- **WHAT THE TASK REQUIRES**:
Search the data below for the string "rotate". Extract every line that contains it.

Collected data

· · · · · · ·

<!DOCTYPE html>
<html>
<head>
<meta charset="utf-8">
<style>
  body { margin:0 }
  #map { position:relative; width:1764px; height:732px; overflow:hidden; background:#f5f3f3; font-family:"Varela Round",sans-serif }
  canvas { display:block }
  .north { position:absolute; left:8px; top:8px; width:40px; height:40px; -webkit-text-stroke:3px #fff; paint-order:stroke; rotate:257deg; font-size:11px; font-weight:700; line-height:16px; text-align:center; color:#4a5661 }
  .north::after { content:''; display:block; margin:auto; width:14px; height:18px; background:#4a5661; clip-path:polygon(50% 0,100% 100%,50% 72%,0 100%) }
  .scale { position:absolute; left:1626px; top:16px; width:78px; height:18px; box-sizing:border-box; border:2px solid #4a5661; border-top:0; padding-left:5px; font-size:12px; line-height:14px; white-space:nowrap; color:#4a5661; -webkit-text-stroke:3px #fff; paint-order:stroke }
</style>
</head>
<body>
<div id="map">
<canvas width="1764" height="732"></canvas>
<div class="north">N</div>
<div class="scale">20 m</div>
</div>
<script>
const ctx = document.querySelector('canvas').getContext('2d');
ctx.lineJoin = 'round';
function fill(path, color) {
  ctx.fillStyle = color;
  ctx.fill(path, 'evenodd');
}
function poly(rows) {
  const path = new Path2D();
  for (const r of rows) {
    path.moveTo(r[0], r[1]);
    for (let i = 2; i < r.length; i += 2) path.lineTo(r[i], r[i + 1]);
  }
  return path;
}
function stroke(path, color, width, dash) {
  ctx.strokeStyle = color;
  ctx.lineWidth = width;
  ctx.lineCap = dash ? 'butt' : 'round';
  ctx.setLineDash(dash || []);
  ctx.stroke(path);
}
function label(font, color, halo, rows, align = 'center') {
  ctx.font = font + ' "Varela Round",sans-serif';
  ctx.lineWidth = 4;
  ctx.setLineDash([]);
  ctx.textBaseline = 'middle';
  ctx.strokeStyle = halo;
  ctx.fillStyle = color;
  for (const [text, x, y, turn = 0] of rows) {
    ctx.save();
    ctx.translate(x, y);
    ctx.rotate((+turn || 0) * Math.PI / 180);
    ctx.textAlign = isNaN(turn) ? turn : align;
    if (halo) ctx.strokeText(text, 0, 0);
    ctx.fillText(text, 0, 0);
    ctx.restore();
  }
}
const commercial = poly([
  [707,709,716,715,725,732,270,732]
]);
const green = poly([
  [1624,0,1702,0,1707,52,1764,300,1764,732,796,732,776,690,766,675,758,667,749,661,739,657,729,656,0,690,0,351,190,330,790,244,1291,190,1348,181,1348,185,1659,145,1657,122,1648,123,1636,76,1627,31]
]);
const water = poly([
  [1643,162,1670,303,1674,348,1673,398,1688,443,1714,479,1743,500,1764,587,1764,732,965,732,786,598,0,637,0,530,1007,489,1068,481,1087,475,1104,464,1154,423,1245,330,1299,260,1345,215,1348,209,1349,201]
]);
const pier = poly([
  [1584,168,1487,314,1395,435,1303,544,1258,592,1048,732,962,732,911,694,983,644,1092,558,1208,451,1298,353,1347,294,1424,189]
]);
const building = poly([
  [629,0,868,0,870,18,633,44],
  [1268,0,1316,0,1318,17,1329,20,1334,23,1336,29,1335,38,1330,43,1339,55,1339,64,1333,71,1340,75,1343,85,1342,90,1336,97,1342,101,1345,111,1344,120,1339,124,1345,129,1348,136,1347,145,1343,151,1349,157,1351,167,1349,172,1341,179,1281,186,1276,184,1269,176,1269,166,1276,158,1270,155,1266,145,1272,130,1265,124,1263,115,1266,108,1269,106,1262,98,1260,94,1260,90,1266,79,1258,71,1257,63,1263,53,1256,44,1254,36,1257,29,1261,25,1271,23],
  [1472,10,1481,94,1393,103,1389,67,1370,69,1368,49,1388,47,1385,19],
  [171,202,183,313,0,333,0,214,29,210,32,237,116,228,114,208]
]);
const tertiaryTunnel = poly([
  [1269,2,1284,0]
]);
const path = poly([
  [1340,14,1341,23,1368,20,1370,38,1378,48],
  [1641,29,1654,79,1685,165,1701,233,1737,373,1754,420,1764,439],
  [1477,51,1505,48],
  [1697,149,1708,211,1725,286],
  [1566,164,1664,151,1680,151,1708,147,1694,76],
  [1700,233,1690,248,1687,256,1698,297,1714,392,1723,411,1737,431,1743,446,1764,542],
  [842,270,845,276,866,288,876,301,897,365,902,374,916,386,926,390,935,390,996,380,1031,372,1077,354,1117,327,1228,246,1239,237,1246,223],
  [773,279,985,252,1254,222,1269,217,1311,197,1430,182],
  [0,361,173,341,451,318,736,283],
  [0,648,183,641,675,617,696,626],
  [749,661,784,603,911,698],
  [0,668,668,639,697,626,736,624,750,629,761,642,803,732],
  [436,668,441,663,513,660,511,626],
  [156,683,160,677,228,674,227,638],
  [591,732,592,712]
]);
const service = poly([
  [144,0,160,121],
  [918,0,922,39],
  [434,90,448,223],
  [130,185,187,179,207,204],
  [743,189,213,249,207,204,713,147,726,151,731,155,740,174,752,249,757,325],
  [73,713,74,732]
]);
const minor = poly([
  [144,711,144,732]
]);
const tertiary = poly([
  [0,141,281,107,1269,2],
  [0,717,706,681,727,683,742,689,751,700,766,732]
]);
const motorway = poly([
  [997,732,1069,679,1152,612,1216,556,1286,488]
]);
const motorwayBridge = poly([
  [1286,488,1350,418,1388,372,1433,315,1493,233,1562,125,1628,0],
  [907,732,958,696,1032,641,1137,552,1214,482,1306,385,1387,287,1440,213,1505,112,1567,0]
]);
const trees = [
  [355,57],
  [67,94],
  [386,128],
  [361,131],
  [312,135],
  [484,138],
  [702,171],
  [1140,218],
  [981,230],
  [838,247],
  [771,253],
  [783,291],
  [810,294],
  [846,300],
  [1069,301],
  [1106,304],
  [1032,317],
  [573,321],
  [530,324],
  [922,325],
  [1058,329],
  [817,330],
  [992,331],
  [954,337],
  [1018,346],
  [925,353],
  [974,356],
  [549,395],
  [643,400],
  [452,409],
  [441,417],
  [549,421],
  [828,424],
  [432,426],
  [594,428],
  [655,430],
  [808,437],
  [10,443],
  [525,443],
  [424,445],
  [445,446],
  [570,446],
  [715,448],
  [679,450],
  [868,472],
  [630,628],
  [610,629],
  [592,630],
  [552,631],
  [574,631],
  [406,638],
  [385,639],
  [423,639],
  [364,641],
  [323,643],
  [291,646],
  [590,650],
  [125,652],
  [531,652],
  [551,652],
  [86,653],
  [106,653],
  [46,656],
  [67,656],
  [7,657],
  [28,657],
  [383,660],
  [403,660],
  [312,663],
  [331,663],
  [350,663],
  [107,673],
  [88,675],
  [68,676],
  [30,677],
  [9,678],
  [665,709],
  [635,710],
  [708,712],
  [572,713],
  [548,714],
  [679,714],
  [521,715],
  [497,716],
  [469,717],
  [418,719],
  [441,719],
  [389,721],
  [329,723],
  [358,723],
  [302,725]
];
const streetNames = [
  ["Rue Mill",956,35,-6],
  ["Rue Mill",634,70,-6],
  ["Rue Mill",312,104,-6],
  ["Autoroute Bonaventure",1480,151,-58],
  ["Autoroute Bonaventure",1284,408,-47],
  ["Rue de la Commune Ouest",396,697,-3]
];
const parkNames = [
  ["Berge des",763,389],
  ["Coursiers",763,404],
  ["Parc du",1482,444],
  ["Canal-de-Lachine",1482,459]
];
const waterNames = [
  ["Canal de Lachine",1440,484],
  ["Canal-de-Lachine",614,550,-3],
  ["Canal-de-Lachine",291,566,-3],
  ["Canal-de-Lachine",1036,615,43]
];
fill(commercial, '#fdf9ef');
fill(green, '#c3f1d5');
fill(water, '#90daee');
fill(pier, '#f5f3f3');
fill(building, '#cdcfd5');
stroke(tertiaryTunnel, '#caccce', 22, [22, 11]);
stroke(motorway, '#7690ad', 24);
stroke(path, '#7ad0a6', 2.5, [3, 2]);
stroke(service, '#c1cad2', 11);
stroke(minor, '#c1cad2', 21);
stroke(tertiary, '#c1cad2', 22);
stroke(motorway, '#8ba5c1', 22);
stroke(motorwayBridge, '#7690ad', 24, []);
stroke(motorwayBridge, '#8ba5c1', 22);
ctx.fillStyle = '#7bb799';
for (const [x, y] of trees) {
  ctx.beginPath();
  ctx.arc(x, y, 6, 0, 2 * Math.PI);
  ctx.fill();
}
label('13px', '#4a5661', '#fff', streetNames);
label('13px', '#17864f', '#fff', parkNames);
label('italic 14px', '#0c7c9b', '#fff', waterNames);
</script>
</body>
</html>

· · · · · · ·

- **EXERCISE ANSWER**:
  .north { position:absolute; left:8px; top:8px; width:40px; height:40px; -webkit-text-stroke:3px #fff; paint-order:stroke; rotate:257deg; font-size:11px; font-weight:700; line-height:16px; text-align:center; color:#4a5661 }
    ctx.rotate((+turn || 0) * Math.PI / 180);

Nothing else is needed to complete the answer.